My 68th birthday looms. It creeps towards me, tenacious, heat resistant like the ground cover in my shrubs. I tear up clumps of the succulent green with baby’s breath like flowers and throw it in the dirt. In a week, it is spreading, thriving, a lush carapace for soil turned to dust by the sun.
This year I am grateful I am upright, as I am every year. My gait deviates a bit. My right leg swings out to the side when I walk; the right foot wobbles before it hits the ground. That’s MS for you. If stopped by a cop, I refuse to try and walk in a straight line, because I’ll always look drunk. I’m prepared to refer him or her to the clinic, to the doctor, where I log intermittent moments of my journey and hope to have enough time left to create a few more.
I am grateful for a partner who gives me space for my obsessions, who loves me for who I am, who still holds my hand when we sit on the sofa together.

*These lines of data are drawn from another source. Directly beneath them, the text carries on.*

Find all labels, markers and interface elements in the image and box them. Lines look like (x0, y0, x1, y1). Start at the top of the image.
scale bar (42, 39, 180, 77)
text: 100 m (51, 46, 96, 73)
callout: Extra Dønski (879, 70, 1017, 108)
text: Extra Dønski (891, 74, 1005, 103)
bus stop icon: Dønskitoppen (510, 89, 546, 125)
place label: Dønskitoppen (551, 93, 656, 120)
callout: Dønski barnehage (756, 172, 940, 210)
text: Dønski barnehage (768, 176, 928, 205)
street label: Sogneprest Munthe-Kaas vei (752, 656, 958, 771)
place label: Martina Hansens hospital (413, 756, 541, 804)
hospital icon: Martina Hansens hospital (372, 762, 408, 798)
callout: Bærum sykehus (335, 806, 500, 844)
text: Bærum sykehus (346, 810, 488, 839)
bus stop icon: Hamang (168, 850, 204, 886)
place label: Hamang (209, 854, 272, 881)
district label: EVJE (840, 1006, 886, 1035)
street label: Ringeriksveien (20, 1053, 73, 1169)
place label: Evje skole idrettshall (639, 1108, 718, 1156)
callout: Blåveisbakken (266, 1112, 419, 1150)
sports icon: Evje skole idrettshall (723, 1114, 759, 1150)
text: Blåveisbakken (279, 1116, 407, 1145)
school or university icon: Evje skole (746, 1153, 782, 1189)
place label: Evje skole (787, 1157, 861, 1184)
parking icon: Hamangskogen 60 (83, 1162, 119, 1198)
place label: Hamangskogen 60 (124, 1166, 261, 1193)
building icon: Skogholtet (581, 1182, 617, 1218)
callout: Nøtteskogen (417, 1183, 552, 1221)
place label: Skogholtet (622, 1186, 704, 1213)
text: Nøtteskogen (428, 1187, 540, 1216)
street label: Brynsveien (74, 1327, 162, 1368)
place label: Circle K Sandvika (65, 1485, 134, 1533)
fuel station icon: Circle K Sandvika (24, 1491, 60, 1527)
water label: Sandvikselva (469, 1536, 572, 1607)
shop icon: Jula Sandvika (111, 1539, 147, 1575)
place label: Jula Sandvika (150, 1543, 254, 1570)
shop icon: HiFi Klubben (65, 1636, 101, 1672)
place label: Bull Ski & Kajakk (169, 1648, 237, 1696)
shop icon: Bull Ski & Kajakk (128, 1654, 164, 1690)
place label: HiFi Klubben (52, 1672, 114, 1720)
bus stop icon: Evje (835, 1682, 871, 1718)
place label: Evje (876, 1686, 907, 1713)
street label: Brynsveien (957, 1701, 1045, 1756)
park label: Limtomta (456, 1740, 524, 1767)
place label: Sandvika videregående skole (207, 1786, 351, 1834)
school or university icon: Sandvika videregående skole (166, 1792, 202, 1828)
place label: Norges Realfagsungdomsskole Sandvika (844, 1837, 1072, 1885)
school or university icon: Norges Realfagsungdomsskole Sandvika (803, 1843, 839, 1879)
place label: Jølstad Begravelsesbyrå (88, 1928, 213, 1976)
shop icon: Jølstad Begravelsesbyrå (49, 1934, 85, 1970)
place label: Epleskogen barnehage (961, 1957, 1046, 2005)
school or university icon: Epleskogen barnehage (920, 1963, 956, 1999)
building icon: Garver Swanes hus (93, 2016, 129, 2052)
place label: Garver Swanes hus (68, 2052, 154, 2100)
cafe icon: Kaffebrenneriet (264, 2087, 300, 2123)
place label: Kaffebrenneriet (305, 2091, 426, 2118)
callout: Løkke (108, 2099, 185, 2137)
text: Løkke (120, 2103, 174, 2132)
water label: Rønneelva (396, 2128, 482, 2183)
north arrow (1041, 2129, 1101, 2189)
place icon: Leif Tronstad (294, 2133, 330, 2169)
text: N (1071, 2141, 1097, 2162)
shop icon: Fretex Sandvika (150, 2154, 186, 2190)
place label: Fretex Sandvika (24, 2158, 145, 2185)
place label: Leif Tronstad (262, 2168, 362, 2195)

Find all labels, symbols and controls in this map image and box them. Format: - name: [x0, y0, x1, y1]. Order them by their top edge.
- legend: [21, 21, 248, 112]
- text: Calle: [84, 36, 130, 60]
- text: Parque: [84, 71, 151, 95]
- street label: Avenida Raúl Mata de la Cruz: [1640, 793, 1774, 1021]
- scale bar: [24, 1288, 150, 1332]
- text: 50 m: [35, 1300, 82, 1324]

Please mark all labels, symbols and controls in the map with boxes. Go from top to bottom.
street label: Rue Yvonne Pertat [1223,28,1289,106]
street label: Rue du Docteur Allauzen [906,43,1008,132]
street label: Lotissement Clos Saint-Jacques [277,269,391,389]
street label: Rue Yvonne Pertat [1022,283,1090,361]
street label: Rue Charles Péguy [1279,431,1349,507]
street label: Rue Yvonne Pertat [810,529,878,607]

I am grateful for the fact that the moment I sit before a blank page and type just a few words, something awakens. My mind pinballs from the present to the past to the present to the future. I create sorceresses and serial killers and murder victims. I reencounter patients and students and lovers I’ve sequestered in that biological computer known as my brain. I read books and see what I’ve missed in my stories. I revise and think to myself “Who needs drugs when the mind is immersed in the magnificent process of creating?” I want to be TC Boyle and JC Oates and Margaret Atwood and Cormac McCarthy and Octavia Butler and Wallace Stegner and Andy Warhol and Van Gogh all rolled into one.
I want to see my son perform on The Ellen Degeneres Show. His songs come up on my play list when I’m working out and my pace quickens. I can’t believe how talented he is.
Mine is a wonderful life.
Then reality abrades its noxious way into my consciousness and I mourn. I mourn for what I see as the erosion of all the progress women my age thought we made in the early 70’s.
I remember reading Our Bodies, Our Selves and began to see and understand my body as my own, divorced from the “body politic” and not distorted by “the Gaze.” I celebrated a sense of visibility and having a voice that was and would be heard. I chose a career with a “living wage.” I smugly thought, if I have children, they will be proud of what my generation accomplished for my gender. Foolishly I rested on my laurels thinking the fight was over, the battle, no the rights, had been won. Forever.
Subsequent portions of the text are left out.